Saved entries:
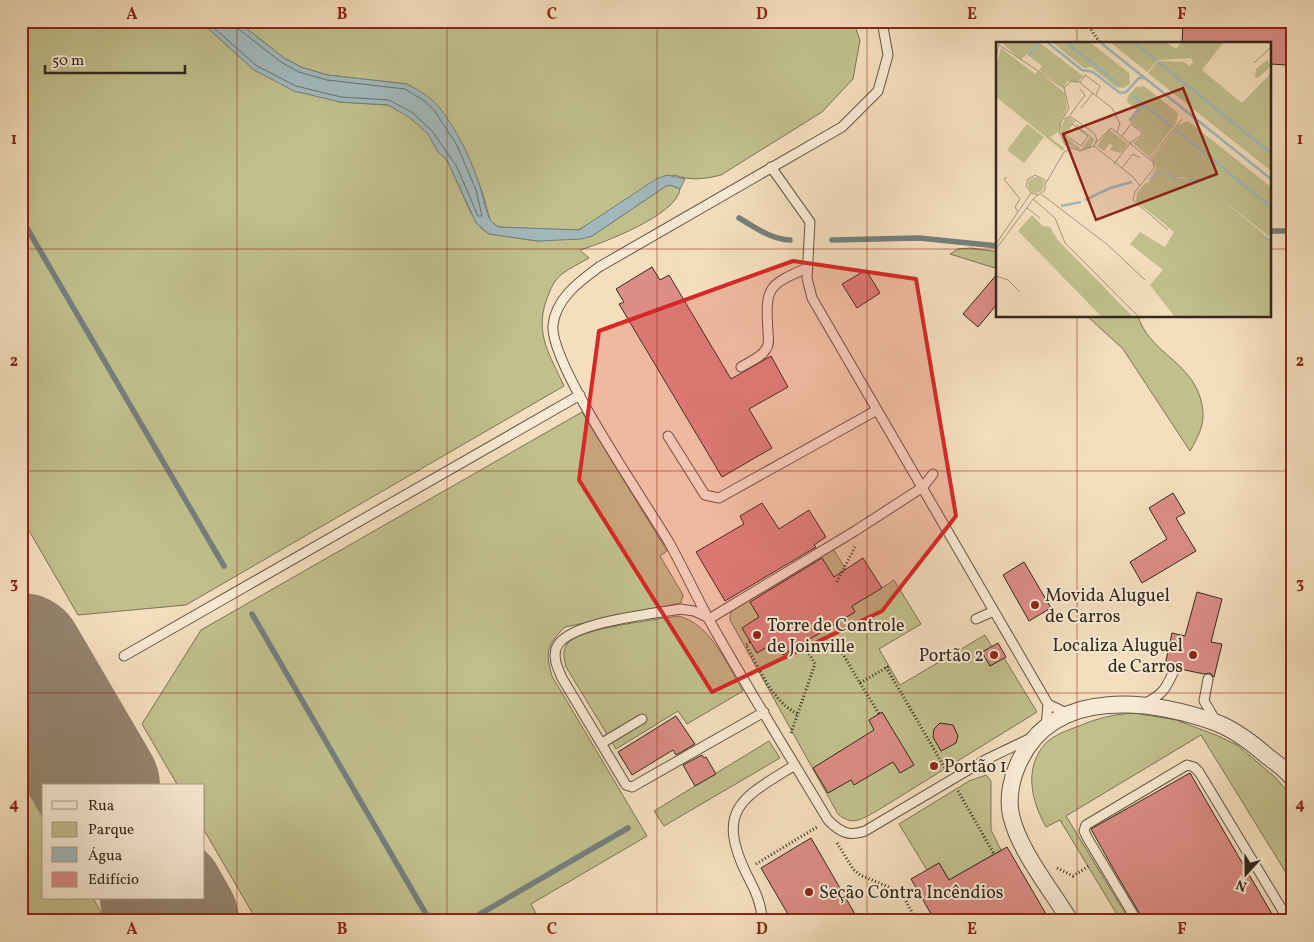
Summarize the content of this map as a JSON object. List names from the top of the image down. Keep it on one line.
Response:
{"places":["Movida Aluguel de Carros","Torre de Controle de Joinville","Portão 2","Localiza Aluguel de Carros","Portão 1","Seção Contra Incêndios"],"legend":["Rua","Parque","Água","Edifício"],"scale_bar":"50 m","north":"bottom","grid":{"columns":["A","B","C","D","E","F"],"rows":["1","2","3","4"]}}
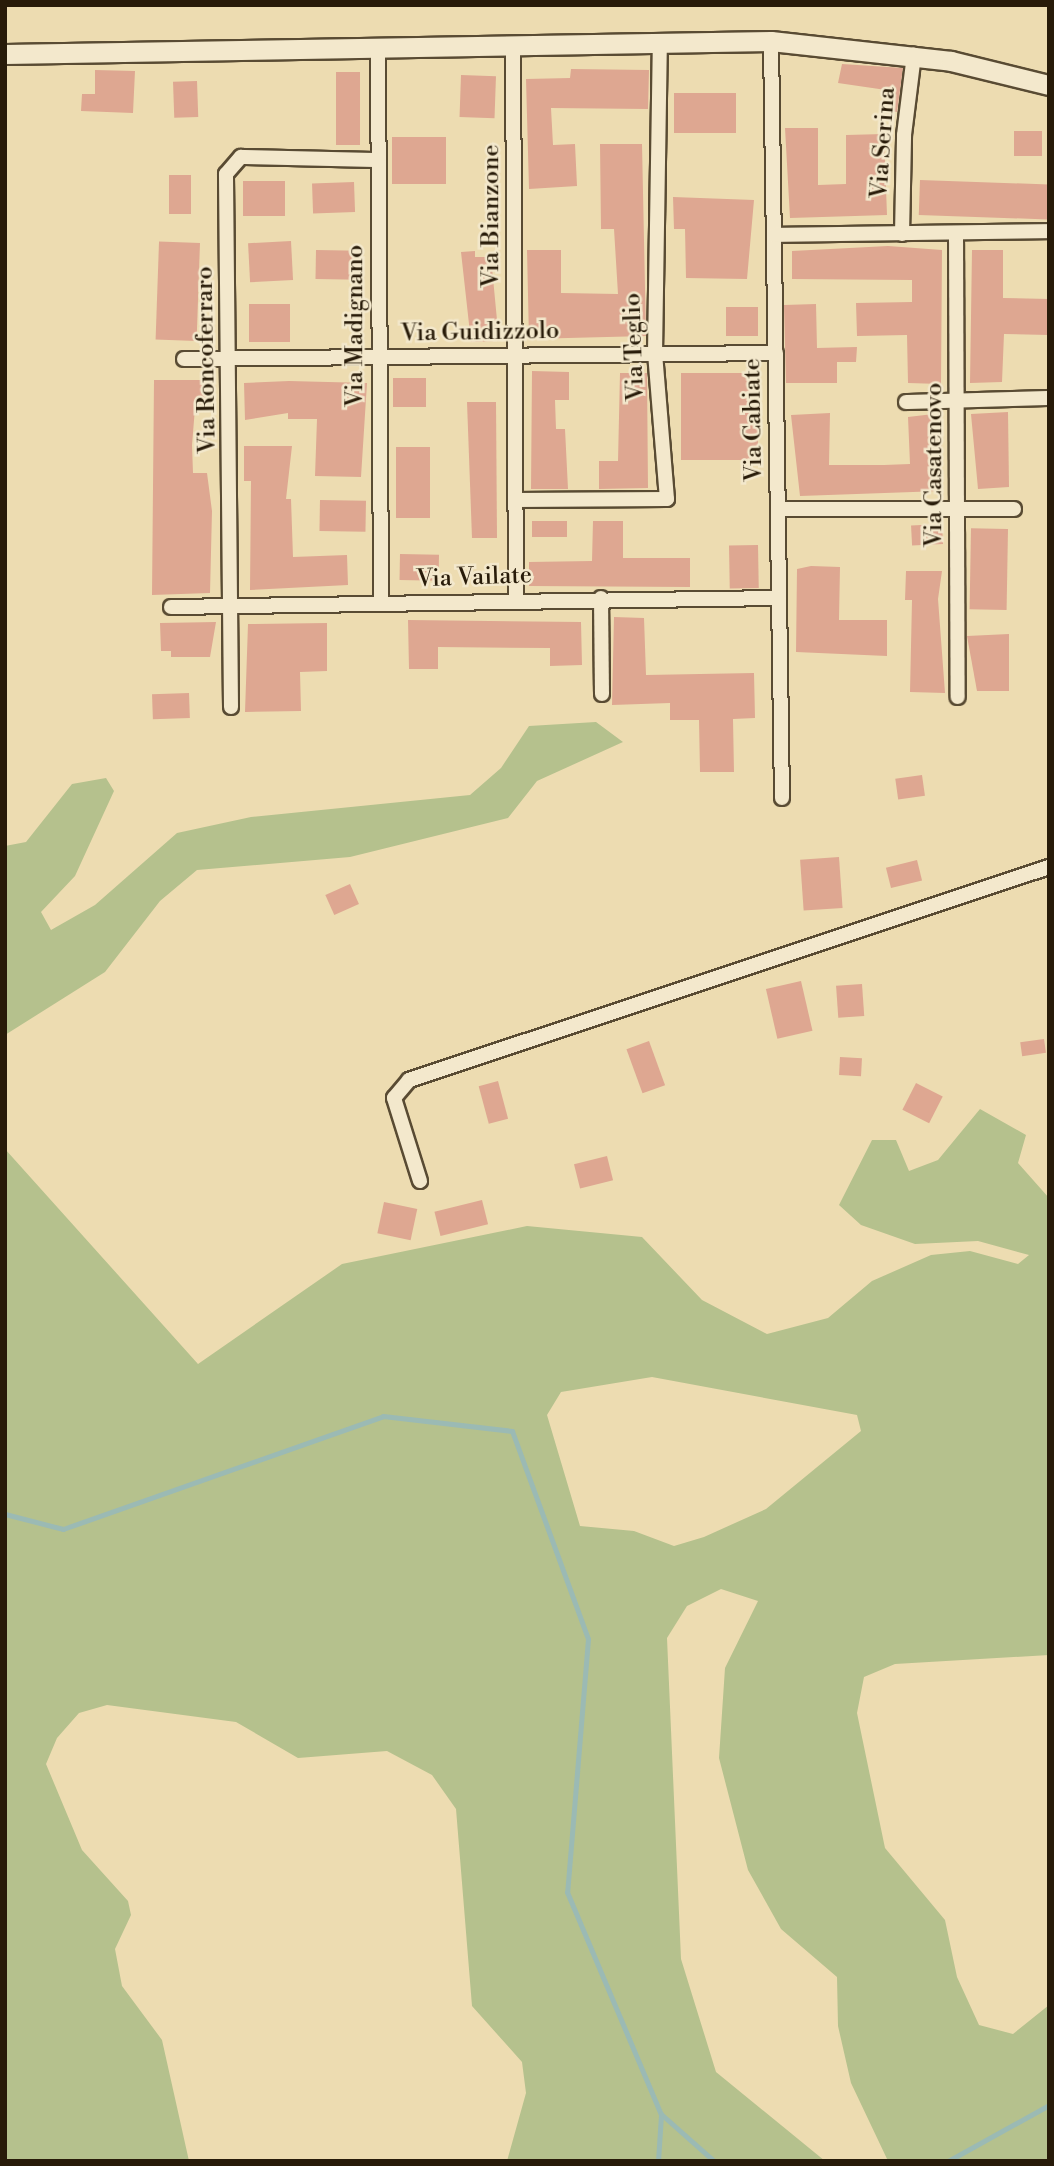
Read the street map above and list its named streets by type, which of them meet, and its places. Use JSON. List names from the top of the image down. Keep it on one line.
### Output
{"streets":{"street":["Via Serina","Via Bianzone","Via Madignano","Via Guidizzolo","Via Teglio","Via Roncoferraro","Via Cabiate","Via Casatenovo","Via Vailate"]},"crossings":[["Via Bianzone","Via Guidizzolo"],["Via Bianzone","Via Teglio"],["Via Bianzone","Via Vailate"],["Via Madignano","Via Guidizzolo"],["Via Madignano","Via Roncoferraro"],["Via Madignano","Via Vailate"],["Via Guidizzolo","Via Teglio"],["Via Guidizzolo","Via Roncoferraro"],["Via Guidizzolo","Via Cabiate"],["Via Roncoferraro","Via Vailate"],["Via Cabiate","Via Vailate"]]}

Work to be completed: Retrieve every line above holding the word "image".

Task answer:
Summarize the content of this map as a JSON object. List names from the top of the image down. Keep it on one line.
Read the street map above and list its named streets by type, which of them meet, and its places. Use JSON. List names from the top of the image down. Keep it on one line.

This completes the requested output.